Building instruments Pt1

This is the first of two blog posts dedicated to documenting and discussing the design of a series of instruments inspired by light. This particular blog post focuses on "Photon Emission" and "Liquid Crystal."

Photon Emission mimics how photons are emitted by atoms when their electrons change energy levels. Beyond the physical analogy, Photon Emission aims to establish the sonic building blocks of a new language to describe light through sound. At its core, Photon Emission is a 64-channel resonator and comb-filter fed by single-sample impulses. Every impulse represents a photon, its energy and persistence in the environment are represented by the resonator's frequency and Q. The way this photon is scattered around the environment is "described" by the diffusion settings.

The patch's five primary parameters (emission density, emission energy, energy jitter, emission persistence and diffusion) are controlled through time-variable curve sequencers. A user can simply click and create a path in time for the parameter to evolve. One would think that this control system would lend itself mainly to generating evolving drones. Although that may be the most immediate possibility to explore, it is not the only one. In fact, it is possible to "freeze" time in these sequencers and create static sounds. And it is further possible to compose complex rhythms by creating "spikes" in the sequencers. One of the latest features I added to the patch is a graphical stereo panner that allows to spatialize each of the 64 voices of the patch easily. This can be done either by choosing some convenient "panning shapes" or by manually moving each voice in the stereo field.

I decided to use a sort of hybrid language for the controls available in the patch so that it would be easy to understand from a musician's point of view but still allow someone to explore these parameters by thinking only about how they relate to light.

After developing "Photon Emission" as more of a general-purpose tool to describe light, I decided to build instruments that tackle more specific lighting contexts. The first instrument I developed with this idea in mind is "Liquid Crystal.

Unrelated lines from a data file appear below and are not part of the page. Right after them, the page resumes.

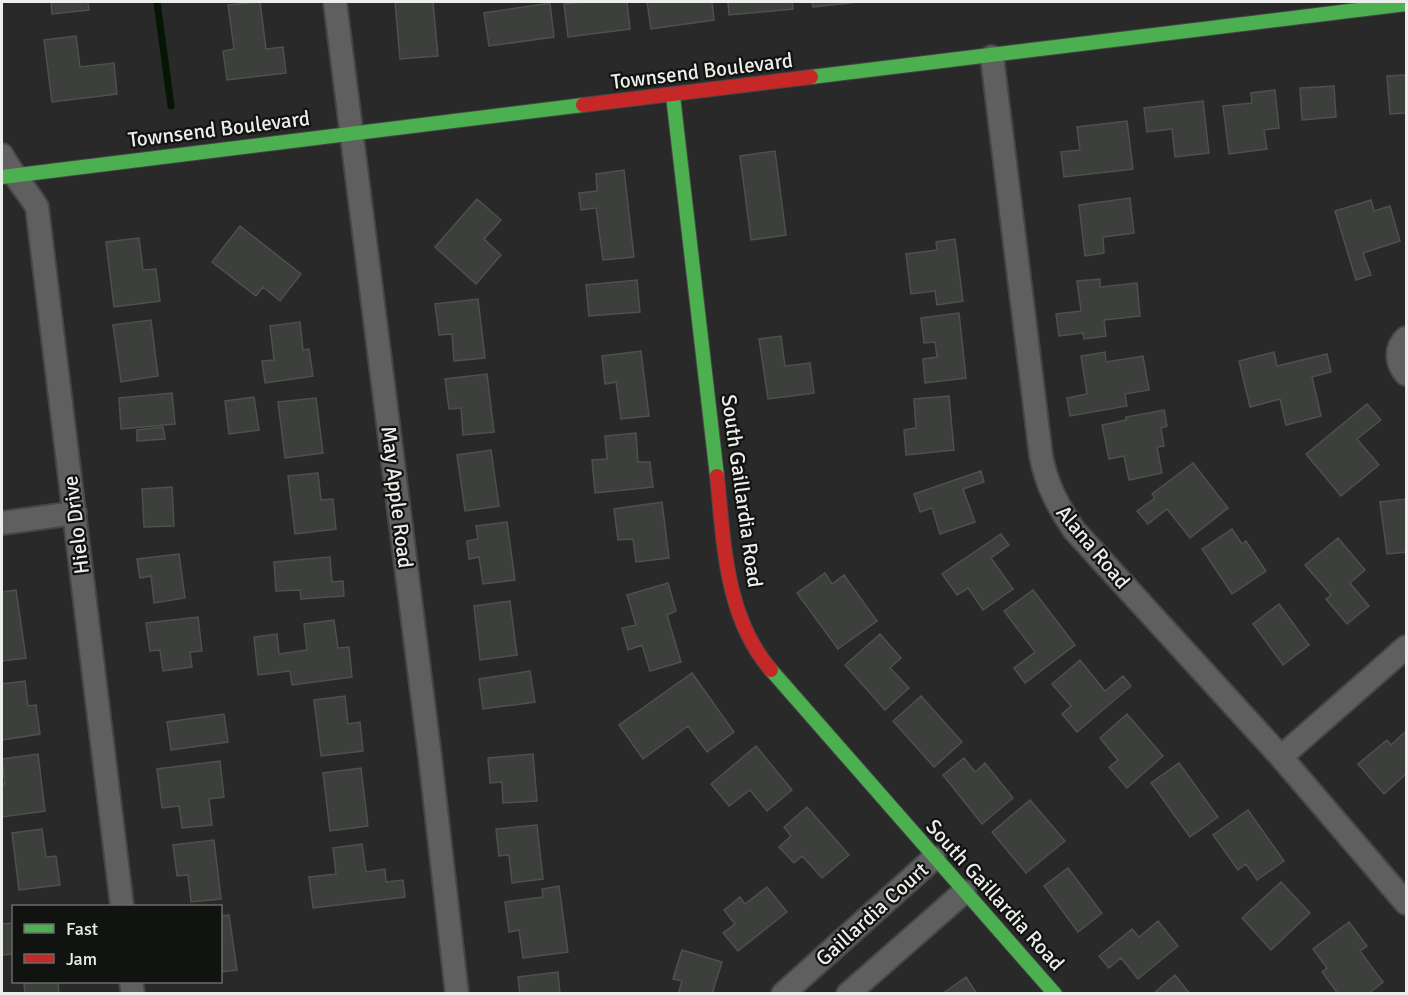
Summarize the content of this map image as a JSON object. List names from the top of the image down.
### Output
{
  "streets": {
    "street": [
      "Townsend Boulevard",
      "South Gaillardia Road",
      "May Apple Road",
      "Hielo Drive",
      "Alana Road",
      "Gaillardia Court"
    ]
  },
  "crossings": [
    ["Townsend Boulevard", "South Gaillardia Road"],
    ["Townsend Boulevard", "May Apple Road"],
    ["Townsend Boulevard", "Hielo Drive"],
    ["Townsend Boulevard", "Alana Road"],
    ["South Gaillardia Road", "Gaillardia Court"]
  ],
  "legend": ["Fast", "Jam"]
}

The patch was inspired by how LCDs (Liquid-crystal displays) have become one of the most common ways we interface with digital technology. I imagined the instrument as being a sort of open technical diagram that described how LCDs function and transferred those functions to the realm of sound. The patch's main interactive element is a large slider (rslider in MAX) that can be interacted with using the mouse and using the Shift, Alt and Control/Command keys to modify mouse-click behaviour. This slider controls the overall "colour gamut" of the sounds produced by the patch. There are also controls for the purity of light emitted by the LCDs backlight and its polarisation.

From a technical perspective, the patch controls 144 channels of filtered noise, whose frequency centre is decided by the colour gamut and spread controls. The three polarizers control a series of Distortion units built on the Tanh~ object that implement self-amplitude modulation as a form of pitch-shifting. This novel approach to AM distortion dramatically expands the sonic palette of the otherwise pure tones created by the filtered noise.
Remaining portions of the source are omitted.